In addition, if the predetermined crank angle that easily calculates the increase amount is retarded in order to detect the precursor of pre-ignition, normal combustion may be determined as pre-ignition. It is very difficult to set an appropriate predetermined crank angle in consideration of the use state.

The present invention has been made in view of the above problems, and detects a pre-ignition sign generated in the internal combustion engine immediately after it occurs, and detects a pre-ignition sign and pre-ignition generated in the internal combustion engine that are detected with higher accuracy. An object of the present invention is to provide a combustion state determination method for an internal combustion engine.

In order to solve the above-described problems, the present invention has the following configuration of a combustion state determination method for an internal combustion engine. That is, an internal combustion engine having a plurality of cylinders, an ignition plug for igniting a mixture of fuel and air supplied into the cylinder of the cylinder, an ignition coil for supplying a high voltage to the ignition plug, an ignition signal An igniter that controls discharge of the spark plug in response to an on command / off command, an ion current detection circuit that detects an ion current generated in the spark plug due to combustion of the internal combustion engine, and a crank angle of the internal combustion engine A crank angle sensor to detect,
In the combustion state determination method for an internal combustion engine that determines the pre-ignition of the internal combustion engine based on the ion current detected by the ion current detection circuit, the variation in the crank angle from an ion current waveform indicating a correlation between the ion current and the crank angle Calculating a maximum value of the increase rate expressed as a variable of the ion current with respect to the step, detecting the crank angle when the increase rate is maximized, and increasing rate related to the maximum value of the increase rate A step of setting a threshold value and a crank angle threshold value related to the crank angle based on the rotational speed information of the internal combustion engine, a maximum value of the increase rate being larger than the increase rate threshold value, and the crank angle maximum when the crank angle is aura or preignition preignition if the advanced from the crank angle threshold determine among A step of, and be provided with.

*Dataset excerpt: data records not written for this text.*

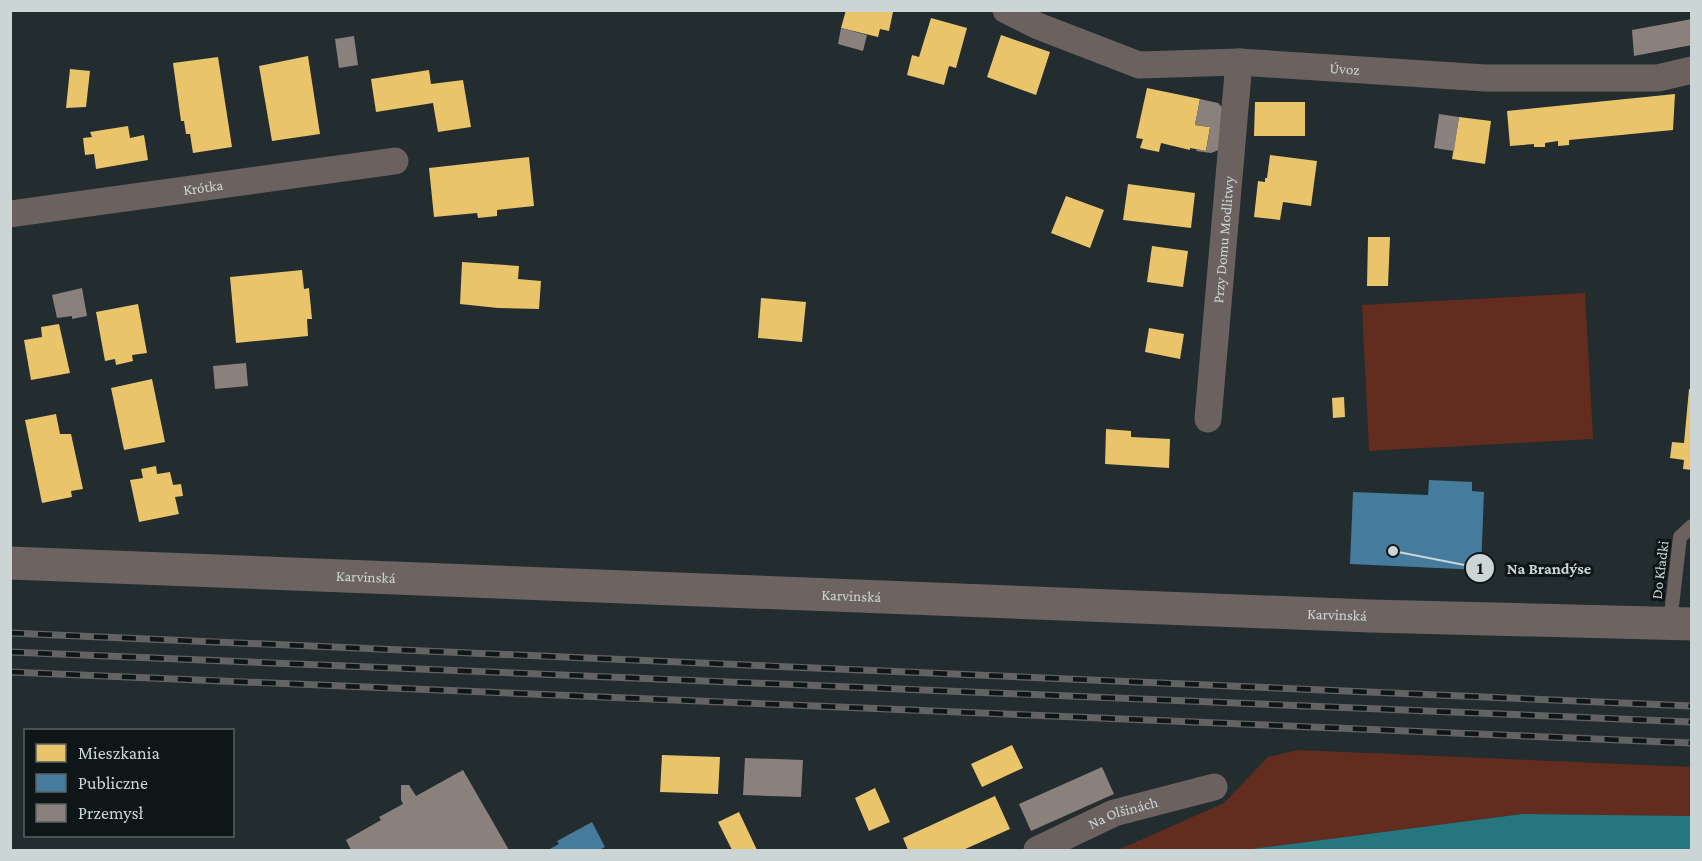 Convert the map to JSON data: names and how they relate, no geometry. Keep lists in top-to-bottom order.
{
  "streets": {
    "main road": ["Karvinská"],
    "street": [
      "Úvoz",
      "Krótka",
      "Przy Domu Modlitwy",
      "Na Olšinách"
    ],
    "lane": ["Do Kładki"]
  },
  "crossings": [
    ["Úvoz", "Przy Domu Modlitwy"],
    ["Do Kładki", "Karvinská"]
  ],
  "places": ["Na Brandýse"],
  "legend": ["Mieszkania", "Publiczne", "Przemysł"]
} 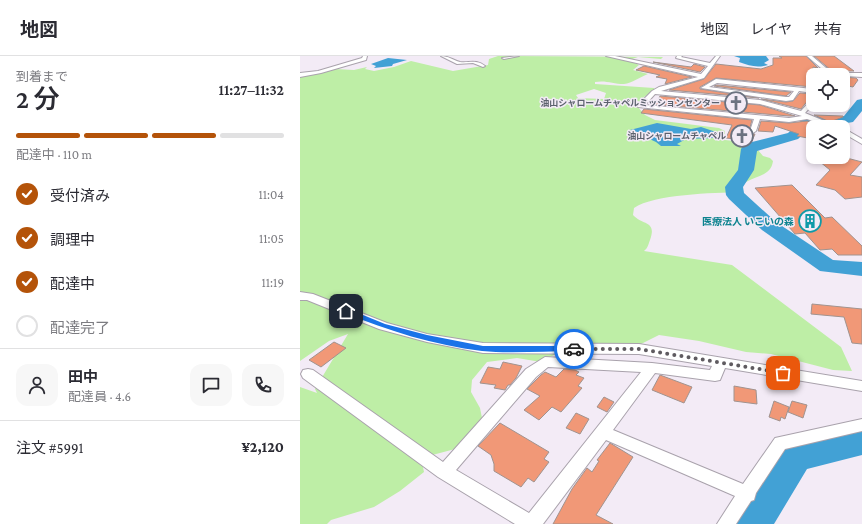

When it is determined that the pre-ignition is a pre-ignition or pre-ignition , it is preferable to perform control to lower the temperature in the cylinder of the internal combustion engine, or exhaust gas recirculated into the cylinder in the subsequent combustion cycle Reducing the percentage of the above, or increasing the percentage of cooled exhaust gas recirculated into the cylinder in subsequent combustion cycles, or reducing the compression pressure of the internal combustion engine in subsequent combustion cycles, or A method of increasing the fuel injection amount in the subsequent combustion cycle or retarding the ignition signal in the subsequent combustion cycle may be added.

As described above, the crank angle sensor for detecting the angle of the crank of the internal combustion engine is provided, and the maximum value of the increase rate is calculated from the ion current waveform detected by the ion current detection circuit. The crank angle at the maximum position is detected, and the increase rate of the ion current waveform detected by the ion current detection circuit is greater than the increase rate threshold value, and the crank angle detected by the crank angle sensor is the crank angle threshold value. If it is more advanced, it can be detected immediately after the occurrence of a pre-ignition sign that occurs in the internal combustion engine by determining that it is a pre-ignition sign or pre-ignition, and the pre-ignition that occurs in the internal combustion engine with higher accuracy. It is possible to realize a combustion state determination method for an internal combustion engine that detects the precursor and pre-ignition.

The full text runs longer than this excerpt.